With the almost unstoppable craze surrounding the circus known as Jon and Kate Plus 8, one could almost forget about an equally terrifying family de force, the Duggars from 18 Kids and Counting. Where Jon and Kate's crumbling marriage was sabotaged by bio genetically engineered sextuplets, the Duggars left the fate of their brood in the broad hands of God. Guess which family is not going through a nasty public divorce.
I'm not saying that God favors the Duggars over the Gosselins, but, then again, I'm not saying He doesn't. The Duggars are celebrating 25 years of marriage. The Gosselins made it through, what, ten years? I suppose time is relative, though. Remember, one season of TLC programming is like a thousand years for the Lord (Peter 3:8).

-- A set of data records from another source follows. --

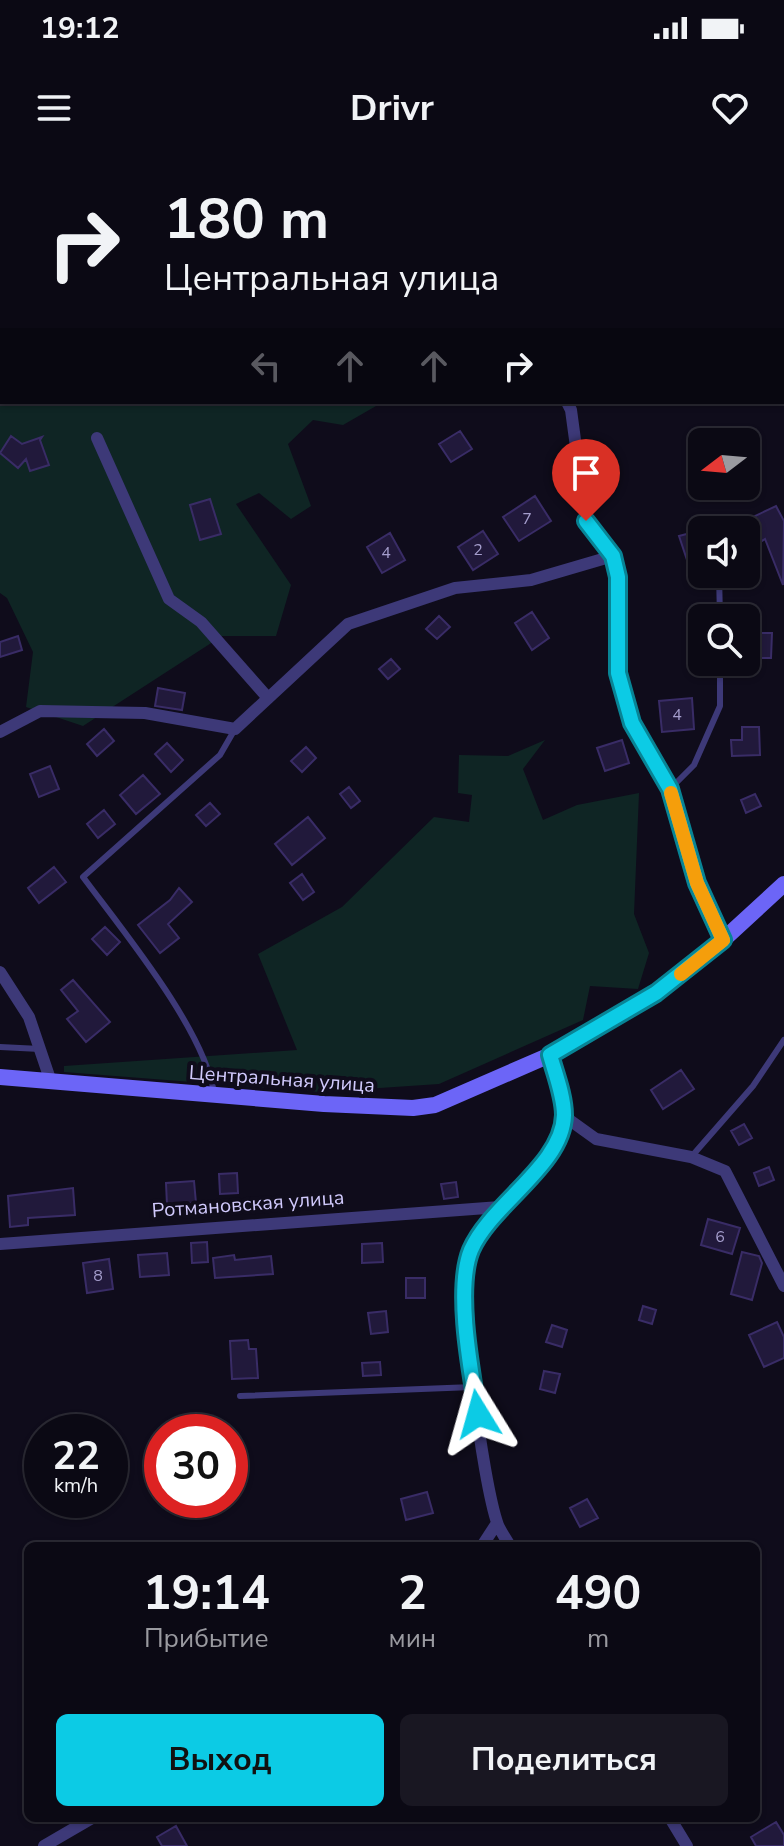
<!DOCTYPE html>
<html lang="ru">
<head>
<meta charset="utf-8">
<style>
	body { margin:0; font-family:"Nunito Sans",sans-serif; background:#191722; color:#f1f3f6; height:100vh; display:flex; flex-direction:column; font-size:30px; white-space:nowrap }
	* { box-sizing:border-box; margin:0 }
	p { font-size:26px; color:#9a9aa0 }
	.icon { flex:none; width:44px; height:44px; fill:none; stroke:currentColor; stroke-width:2; stroke-linecap:round; stroke-linejoin:round }
	.map { position:relative; flex:1; overflow:hidden }
	.side { position:absolute; left:24px; top:1382px; width:736px; height:280px; display:flex; flex-direction:column; background:#0b0914; border-radius:12px; box-shadow:0 2px 6px #0004,0 0 0 2px #2b2a34 }
	.side>* { flex:none }
	.hud { position:absolute; left:0px; top:0px; width:784px; height:244px; box-shadow:0 2px 6px #0004,0 0 0 2px #2b2a34; background:#0b0914; color:#f1f3f6; overflow:hidden }
	.needle { width:52px; rotate:254deg }
	.fabs { position:absolute; left:688px; top:268px; display:grid; gap:16px }
	.fabs a { display:grid; place-items:center; width:72px; height:72px; border-radius:12px; background:#0b0914; box-shadow:0 2px 6px #0004,0 0 0 2px #2b2a34; font-size:40px }
	.speed { position:absolute; left:24px; top:1254px; display:flex; gap:16px; font-size:40px; font-weight:700; text-align:center }
	.speed>* { display:grid; place-content:center; width:104px; height:104px; border-radius:50%; background:#0b0914; box-shadow:0 2px 6px #0004,0 0 0 2px #2b2a34; line-height:1 }
	.speed small { font-size:20px; font-weight:400 }
	.speed .limit { border:12px solid #d22; background:#fff; color:#111 }
	.pin { position:absolute; display:grid; place-items:center; width:68px; height:68px; color:#fff; margin:-82px -34px; border-radius:50% 50% 50% 0; rotate:-45deg; box-shadow:0 0 8px #0007 }
	.pin .icon { rotate:45deg }
	.me { position:absolute; width:88px; margin:-44px; rotate:352deg; stroke-linejoin:round; filter:drop-shadow(0 0 6px #0008) }
	.turn { display:flex; align-items:center; gap:28px; height:168px; padding:0 32px; font-size:36px }
	.turn .icon { width:104px; height:104px; stroke-width:2.5 }
	.turn b { display:block; font-size:56px; line-height:68px }
	.lanes { display:flex; align-items:center; height:76px; padding:0 32px; background:#0003; justify-content:center; gap:40px; direction:ltr }
	.lanes .off { opacity:.35 }
	.eta { display:flex; justify-content:space-evenly; align-items:center; height:136px; text-align:center }
	.eta b { font-size:48px; font-weight:700; line-height:56px }
	.action { display:flex; gap:16px; margin-top:auto; padding:16px 32px }
	.action a { flex:1; height:92px; border-radius:12px; background:#0ccbe5; color:#111; font-size:32px; font-weight:700; line-height:92px; text-align:center }
	.action a+a { background:#191722; color:#f1f3f6 }
	.status { display:flex; justify-content:space-between; align-items:center; height:56px; padding:0 40px; background:#0b0914; direction:ltr }
	.status svg { height:22px; fill:currentColor }
	header { display:flex; justify-content:space-between; align-items:center; height:104px; padding:0 32px; background:#0b0914; font-size:36px; font-weight:700 }
	.map>svg:first-child { display:block }
</style>
</head>
<body>
<div class="status"><b>19:12</b><svg viewBox="0 0 49 12"><path d="M0 12V9h3v3zM5 12V6h3v6zM10 12V3h3v9zM15 12V0h3v12zM26 1h20v11H26zM47 4h2v5h-2z"/></svg></div>
<header><svg class="icon" aria-label="menu" viewBox="0 0 24 24"><path d="M4 6h16M4 12h16M4 18h16"/></svg>Drivr<svg class="icon" aria-label="heart" viewBox="0 0 24 24"><path d="M12 20l-8-8c-3-5 5-10 8-4 3-6 11-1 8 4z"/></svg></header>
<div class="map">
<svg width="784" height="1686" viewBox="0 0 784 1686">
	<rect width="100%" height="100%" fill="#0f0c1b"/>
	<path fill="#0f2524" d="M0,0L484,2H2V242H383L343,265L313,260L288,284L311,346L291,359L259,333L236,344L291,425L276,476H222L83,566L26,547L33,492L7,438L0,433Z
		M545,580L523,609L543,660L577,645L639,633L634,754L649,793L638,829L590,826L583,860L439,924L320,932L64,912V906L297,890L258,794L342,747L434,657L469,662L472,635L458,633L459,595L508,596Z"/>
	<path fill="#21193b" stroke="#392c66" stroke-width="2" d="M460,271L472,289L451,302L439,284Z
		M11,276L22,284L42,277L40,280L49,305L30,311L26,299L18,308L0,293Z
		M535,336L551,361L519,381L503,357Z
		M210,339L221,374L200,380L190,345Z
		M776,346L784,361L783,425L765,379L762,381L751,358Z
		M702,370V395L687,400L679,376Z
		M483,371L498,394L473,410L458,387Z
		M390,373L405,400L382,413L367,387Z
		M532,452L549,478L532,490L515,463Z
		M439,456L450,467L437,479L426,469Z
		M750,473H772L771,498H749Z
		M18,476L22,490L0,497V482Z
		M391,499L400,509L388,519L379,509Z
		M158,528L185,533L182,550L155,546Z
		M692,538L694,569L662,572L659,541Z
		M742,567H759L760,595L732,596L731,580H742Z
		M104,569L114,581L97,596L87,584Z
		M622,580L629,603L605,611L597,588Z
		M167,583L183,600L171,612L155,594Z
		M306,587L316,598L302,612L291,601Z
		M50,606L59,629L39,637L30,614Z
		M143,615L160,634L136,654L120,635Z
		M349,627L360,641L351,648L340,634Z
		M755,634L761,646L746,653L741,640Z
		M210,643L220,654L206,666L196,655Z
		M104,650L115,664L98,678L87,664Z
		M308,657L325,678L292,705L275,684Z
		M54,707L66,722L39,743L28,728Z
		M302,714L314,732L303,740L290,723Z
		M179,728L192,742L168,764L179,778L160,793L138,765L170,740Z
		M105,767L120,782L107,795L92,779Z
		M73,820L110,862L86,882L67,859L78,851L61,830Z
		M681,910L694,929L663,949L651,930Z
		M744,964L752,978L739,985L731,971Z
		M769,1007L774,1020L759,1026L754,1013Z
		M237,1013L238,1033L220,1034L219,1014Z
		M194,1021L196,1043L167,1045L166,1023Z
		M456,1022L458,1037L444,1039L441,1024Z
		M73,1028L75,1055L28,1058V1065L10,1067L8,1036Z
		M708,1059L740,1068L732,1094L701,1085Z
		M207,1082L208,1102L192,1103L191,1083Z
		M382,1083L383,1102L362,1103V1084Z
		M742,1092L759,1096L762,1103L752,1140L731,1134Z
		M167,1093L169,1115L140,1117L138,1095Z
		M234,1095L235,1100L271,1096L273,1114L215,1118L213,1098Z
		M109,1099L113,1129L87,1133L83,1103Z
		M406,1118H425V1138H406Z
		M643,1146L656,1150L652,1164L639,1160Z
		M386,1151L388,1172L371,1174L368,1153Z
		M777,1162L784,1177V1198L764,1207L749,1175Z
		M552,1165L567,1170L562,1187L546,1182Z
		M248,1180L249,1189H256L258,1218L232,1219L230,1181Z
		M380,1202L381,1215L363,1216L362,1203Z
		M544,1211L560,1214L555,1233L540,1229Z
		M427,1332L433,1353L406,1360L401,1339Z
		M587,1339L598,1358L580,1367L570,1348Z
		M776,1662L784,1675V1686H756L751,1677Z
		M176,1666L187,1686H162L157,1677Z"/>
	<g fill="none" stroke-linecap="round" stroke-linejoin="round">
		<path stroke="#3d3978" stroke-width="6" d="M719,414L720,458
			M670,629L694,605L720,546V502
			M0,887L40,889
			M214,933C204,869 123,771 83,717L220,595L235,569
			M692,996L753,926L784,880
			M240,1236L473,1227"/>
		<path stroke="#3d3978" stroke-width="12" d="M493,0L495,2
			M567,242L571,250L586,361L613,396L618,417V513L632,563L670,629L697,723L723,780
			M97,278L169,439L201,462L268,538
			M0,572L40,551L145,553L235,569L348,464L455,428L531,420L613,396
			M0,812L29,857L50,919
			M564,956L596,979L691,997L725,1011L784,1126
			M0,1084L500,1047
			M482,1386L497,1363
			M510,1386C506,1379 501,1372 498,1365C483,1325 455,1122 472,1088C493,1046 564,1001 564,955C563,935 555,914 550,895
			M670,1658L687,1686
			M44,1686L92,1658"/>
		<path stroke="#6c65f7" stroke-width="16" d="M0,917L324,944L413,948L435,945L550,895L656,833L723,780L784,724"/>
	</g>
	<g fill="none" stroke-linecap="round" stroke-linejoin="round">
		<g stroke="#088495" stroke-width="20">
			<path id="route" d="M478,1254C471,1212 455,1129 471,1090C491,1044 563,1005 564,955C564,936 555,913 550,895L656,833L723,780L697,723L670,629L632,563L618,513V417L613,396L586,361"/>
		</g>
		<use href="#route" stroke="#0ccbe5" stroke-width="14"/>
		<path stroke="#f59e0b" stroke-width="14" d="M671,633L697,723L723,780L681,814"/>
	</g>
	<g text-anchor="middle" dominant-baseline="central" stroke-width="8" stroke-linejoin="round" paint-order="stroke">
		<g font-size="16" fill="#a49dcc">
			<text x="527" y="359">7</text>
			<text x="478" y="390">2</text>
			<text x="386" y="393">4</text>
			<text x="677" y="555">4</text>
			<text x="720" y="1077">6</text>
			<text x="98" y="1116">8</text>
		</g>
		<g font-size="20" fill="#d0c9fc" stroke="#0f0c1b">
			<text transform="translate(282 919) rotate(4)">Центральная улица</text>
			<text transform="translate(248 1044) rotate(-4)">Ротмановская улица</text>
		</g>
	</g>
</svg>
<div class="fabs">
<a><svg class="needle" viewBox="-14 -14 28 28"><path d="M0-13l5 13h-10z" fill="#e53935"/><path d="M0 13l5-13h-10z" fill="#9a9aa0"/></svg></a>
<a><svg class="icon" aria-label="sound" viewBox="0 0 24 24"><path d="M4 9h4l5-4v14l-5-4H4zM17 9q2 3 0 6"/></svg></a>
<a><svg class="icon" aria-label="search" viewBox="0 0 24 24"><circle cx="10" cy="10" r="6"/><path d="M15 15l6 6"/></svg></a>
</div>
<div class="speed"><div>22<small>km/h</small></div><div class="limit">30</div></div>
<div class="pin" style="left:586px;top:361px;background:#d93025"><svg class="icon" aria-label="arrive" viewBox="0 0 24 24"><path d="M6 21V4h12l-3 4 3 4H6"/></svg></div>
<svg class="me" style="left:478px;top:1254px" viewBox="-20 -20 40 40"><path d="M0-17L14 15 0 8-14 15z" fill="#0ccbe5" stroke="#fff" stroke-width="4"/></svg>
<div class="hud">
<div class="turn"><svg class="icon" aria-label="right" viewBox="0 0 24 24"><path d="M7 20v-9h11M14 6l5 5-5 5"/></svg><div><b>180 m</b>Центральная улица</div></div>
<div class="lanes"><svg class="icon off" aria-label="left" viewBox="0 0 24 24"><path d="M17 20v-9H6M10 6l-5 5 5 5"/></svg><svg class="icon off" aria-label="ahead" viewBox="0 0 24 24"><path d="M12 20V5M6 11l6-6 6 6"/></svg><svg class="icon off" aria-label="ahead" viewBox="0 0 24 24"><path d="M12 20V5M6 11l6-6 6 6"/></svg><svg class="icon" aria-label="right" viewBox="0 0 24 24"><path d="M7 20v-9h11M14 6l5 5-5 5"/></svg></div>
</div>
<section class="side">
<div class="eta">
<div><b>19:14</b><p>Прибытие</p></div>
<div><b>2</b><p>мин</p></div>
<div><b>490</b><p>m</p></div>
</div>
<div class="action"><a>Выход</a><a>Поделиться</a></div>
</section>
</div>
</body>
</html>
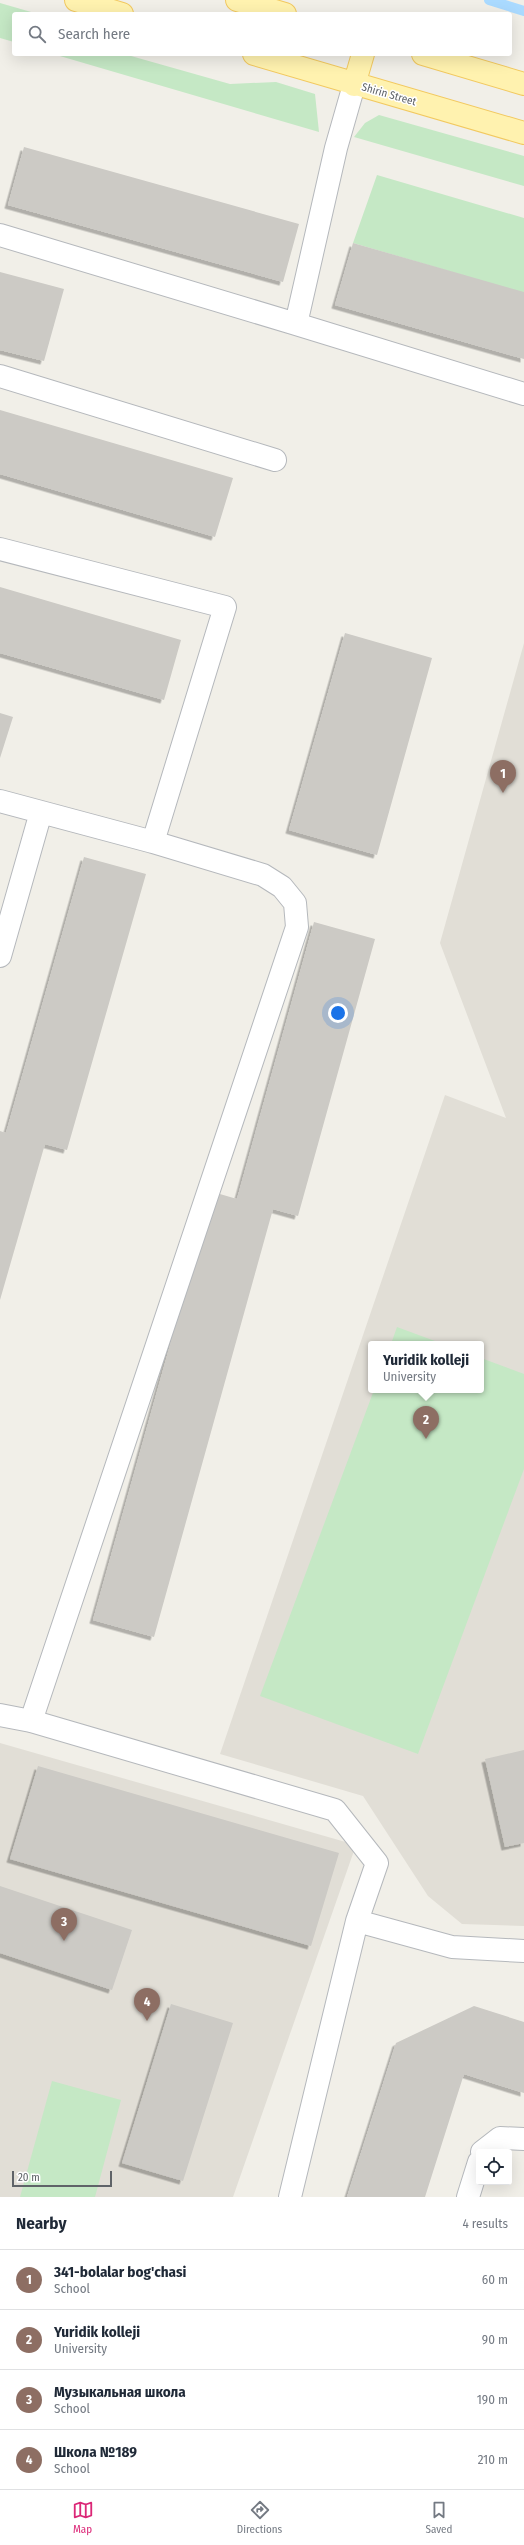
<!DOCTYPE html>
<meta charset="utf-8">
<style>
:root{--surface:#fff;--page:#f6f6f7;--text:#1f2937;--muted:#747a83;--line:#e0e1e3;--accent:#db2777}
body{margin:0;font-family:"Fira Sans Condensed",sans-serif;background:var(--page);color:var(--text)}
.controls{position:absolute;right:12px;bottom:12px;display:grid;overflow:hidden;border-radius:4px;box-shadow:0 4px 16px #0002}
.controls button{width:36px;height:36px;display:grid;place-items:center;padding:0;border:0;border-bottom:1px solid var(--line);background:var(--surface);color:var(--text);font:20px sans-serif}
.scale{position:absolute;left:12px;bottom:10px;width:100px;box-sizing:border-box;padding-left:4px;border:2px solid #5f6368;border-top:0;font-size:11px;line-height:14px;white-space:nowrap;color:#5f6368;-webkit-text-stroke:3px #fff;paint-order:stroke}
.you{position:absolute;left:338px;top:1013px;width:14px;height:14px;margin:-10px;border:3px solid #fff;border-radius:50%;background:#1a73e8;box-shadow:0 0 0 6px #1a73e833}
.badge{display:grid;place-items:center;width:26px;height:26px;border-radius:50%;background:var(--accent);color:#fff;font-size:13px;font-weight:700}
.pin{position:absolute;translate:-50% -33px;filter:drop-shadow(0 1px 2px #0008)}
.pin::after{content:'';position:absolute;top:21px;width:14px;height:12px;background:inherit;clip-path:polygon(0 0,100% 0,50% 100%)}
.popup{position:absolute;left:368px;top:1341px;width:116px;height:52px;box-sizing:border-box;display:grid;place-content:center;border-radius:4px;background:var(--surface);filter:drop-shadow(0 1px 3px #0005);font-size:13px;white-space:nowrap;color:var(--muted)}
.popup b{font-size:15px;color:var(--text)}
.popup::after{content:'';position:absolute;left:50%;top:100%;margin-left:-8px;border:8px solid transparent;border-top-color:var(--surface)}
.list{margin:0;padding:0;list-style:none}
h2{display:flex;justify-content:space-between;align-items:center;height:52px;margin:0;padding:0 16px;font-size:17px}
h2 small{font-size:13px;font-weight:400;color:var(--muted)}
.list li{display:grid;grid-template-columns:26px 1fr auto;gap:12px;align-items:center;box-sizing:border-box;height:60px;padding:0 16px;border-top:1px solid var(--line)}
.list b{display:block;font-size:15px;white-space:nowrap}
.list p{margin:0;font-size:13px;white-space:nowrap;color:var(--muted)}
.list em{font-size:13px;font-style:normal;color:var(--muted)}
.icon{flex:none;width:22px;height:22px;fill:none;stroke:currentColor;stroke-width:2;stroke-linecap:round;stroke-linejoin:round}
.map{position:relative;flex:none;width:524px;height:2197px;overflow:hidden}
.search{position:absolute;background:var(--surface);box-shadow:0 4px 16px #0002;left:12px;right:12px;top:12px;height:44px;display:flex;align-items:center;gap:10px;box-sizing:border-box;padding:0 14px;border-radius:4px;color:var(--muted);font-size:15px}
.sheet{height:292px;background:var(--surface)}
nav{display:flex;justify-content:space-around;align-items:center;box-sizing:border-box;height:56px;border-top:1px solid var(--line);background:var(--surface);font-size:11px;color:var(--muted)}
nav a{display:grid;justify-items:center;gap:2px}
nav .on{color:var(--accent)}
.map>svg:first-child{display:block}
.education{fill:#e1ded6;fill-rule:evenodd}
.green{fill:#c5e8c5}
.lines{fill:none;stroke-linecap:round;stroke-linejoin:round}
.stream{stroke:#aadaff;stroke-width:10}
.building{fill:#cccac5;filter:url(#shadow)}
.minor-casing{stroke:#b5b8bc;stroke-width:24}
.major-casing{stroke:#f2c960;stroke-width:24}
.minor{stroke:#fff;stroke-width:22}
.major{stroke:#fff2af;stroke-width:22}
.labels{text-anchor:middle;stroke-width:3;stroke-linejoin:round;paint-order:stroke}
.street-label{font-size:11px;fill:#5f6368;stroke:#fff}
</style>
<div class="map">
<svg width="524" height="2197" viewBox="0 0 524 2197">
<defs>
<filter id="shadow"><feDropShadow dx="-3.5" dy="3.5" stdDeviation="0" flood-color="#0004"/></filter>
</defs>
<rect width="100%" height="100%" fill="#f1efe8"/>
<path class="education" d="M 524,643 L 524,1926 L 462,1924 L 428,1896 L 363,1796 L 220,1754 L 445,1095 L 506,1118 L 440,943 ZM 371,1344 L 481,1344 L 481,1390 L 371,1390 Z
M 0,1743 L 356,1845 L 233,2197 L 0,2197 Z"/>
<path class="green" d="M 0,3 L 38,14 L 14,14 L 14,42 L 0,38 Z
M 53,54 L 124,54 L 230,84 L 276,82 L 315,94 L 319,132 Z
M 379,115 L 524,156 L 524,186 L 354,137 L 365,123 Z
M 377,175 L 524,218 L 524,293 L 353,243 Z
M 397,1327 L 443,1344 L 391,1344 Z
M 481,1358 L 524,1374 L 524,1469 L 418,1754 L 260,1696 L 374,1390 L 481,1390 Z
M 52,2081 L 121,2100 L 95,2197 L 20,2197 Z"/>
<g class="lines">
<path class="stream" d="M 489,0 L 524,11"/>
</g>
<path class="building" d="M 24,147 L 299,224 L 283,282 L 8,205 Z
M 353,243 L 524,292 L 524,359 L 335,305 Z
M 0,272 L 64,289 L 44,361 L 0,350 Z
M 0,410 L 233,478 L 215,537 L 0,474 Z
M 0,587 L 181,640 L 164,700 L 0,653 Z
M 345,633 L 432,658 L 377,855 L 289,830 Z
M 0,713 L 13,717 L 0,758 Z
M 84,857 L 146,874 L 67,1150 L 45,1144 L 0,1300 L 0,1131 L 6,1133 Z
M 314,922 L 375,939 L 298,1216 L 273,1209 L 154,1637 L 93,1620 L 213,1192 L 237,1199 Z
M 524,1750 L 524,1843 L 505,1847 L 485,1759 Z
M 38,1766 L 339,1853 L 311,1946 L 10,1859 Z
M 0,1886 L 132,1930 L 112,1990 L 0,1953 Z
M 171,2004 L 233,2023 L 183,2181 L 122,2163 Z
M 474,2006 L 524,2022 L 524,2093 L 464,2074 L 425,2197 L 347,2197 L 396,2043 Z"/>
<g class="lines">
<defs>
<path id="minor" d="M 0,235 L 296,324 L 336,148 L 354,85
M 296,324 L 524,394
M 0,376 L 275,460
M 0,549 L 225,607 L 153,842
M 0,801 L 153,842 L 263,875 L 282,887 L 295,903 L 297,927 L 31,1721
M 0,956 L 41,812
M 0,1715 L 31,1721 L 335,1810 L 377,1863 L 357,1921 L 452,1947 L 524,1951
M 482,2152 L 500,2138 L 524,2139
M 290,2197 L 357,1921
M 468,2197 L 479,2162"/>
<path id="major" d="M 76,0 L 122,14
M 237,0 L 285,14
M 254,54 L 524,133
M 423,54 L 524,84
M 354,85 L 363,54"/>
</defs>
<use href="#minor" class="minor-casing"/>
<use href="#major" class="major-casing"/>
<use href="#minor" class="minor"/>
<use href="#major" class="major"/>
</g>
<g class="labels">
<g class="street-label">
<text transform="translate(389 94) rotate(16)" y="4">Shirin Street</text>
</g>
</g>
</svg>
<div class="controls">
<button><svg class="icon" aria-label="locate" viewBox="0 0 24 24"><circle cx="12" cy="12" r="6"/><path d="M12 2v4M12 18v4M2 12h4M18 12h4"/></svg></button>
</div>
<div class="scale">20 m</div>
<div class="you"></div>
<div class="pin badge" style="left:503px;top:793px;background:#8d6e63">1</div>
<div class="pin badge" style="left:426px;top:1439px;background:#8d6e63">2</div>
<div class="popup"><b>Yuridik kolleji</b>University</div>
<div class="pin badge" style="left:64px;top:1941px;background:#8d6e63">3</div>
<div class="pin badge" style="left:147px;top:2021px;background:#8d6e63">4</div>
<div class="search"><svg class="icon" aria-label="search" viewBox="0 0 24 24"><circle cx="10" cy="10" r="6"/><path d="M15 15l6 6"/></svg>Search here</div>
</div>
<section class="sheet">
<h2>Nearby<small>4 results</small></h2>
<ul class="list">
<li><span class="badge" style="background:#8d6e63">1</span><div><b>341-bolalar bog'chasi</b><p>School</p></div><em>60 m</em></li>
<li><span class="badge" style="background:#8d6e63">2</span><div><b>Yuridik kolleji</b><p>University</p></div><em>90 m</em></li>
<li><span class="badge" style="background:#8d6e63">3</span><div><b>Музыкальная школа</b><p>School</p></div><em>190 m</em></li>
<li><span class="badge" style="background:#8d6e63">4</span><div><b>Школа №189</b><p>School</p></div><em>210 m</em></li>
</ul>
</section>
<nav>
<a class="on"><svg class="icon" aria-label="map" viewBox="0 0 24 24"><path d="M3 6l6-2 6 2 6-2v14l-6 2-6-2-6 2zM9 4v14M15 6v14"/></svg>Map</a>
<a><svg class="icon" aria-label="directions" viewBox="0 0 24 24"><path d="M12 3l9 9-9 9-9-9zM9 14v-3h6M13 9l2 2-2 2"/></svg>Directions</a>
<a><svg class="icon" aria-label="saved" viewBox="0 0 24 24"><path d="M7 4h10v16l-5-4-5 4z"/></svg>Saved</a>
</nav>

Sure, the Duggars are Children of the Corn-styled religious zealots hellbent on repopulating the Earth with people named Jedidiah, Jackson and Jinger (yes, it's Ginger, but with a J), but their is something magical about their devotion to each other. That and Michelle Duggar is sort of a babe. At 43 years of age, Michelle Duggar is an all natural beauty. Kate Gosselin is nice looking, but you sort of expect that from someone who has had as much plastic surgery as her. If I had a $4,000 boob job, I'd probably give myself an erection. I'm just sayin'.
On another topic, has anyone heard about the FDA banning the sale of raw oysters from the Gulf of Mexico? You can still eat the oysters, but they have to be treated with gamma radiation first. And for someone like Jim Bob Duggar, that's like having sex with a condom. Sure, it's still good, but it's just not the same.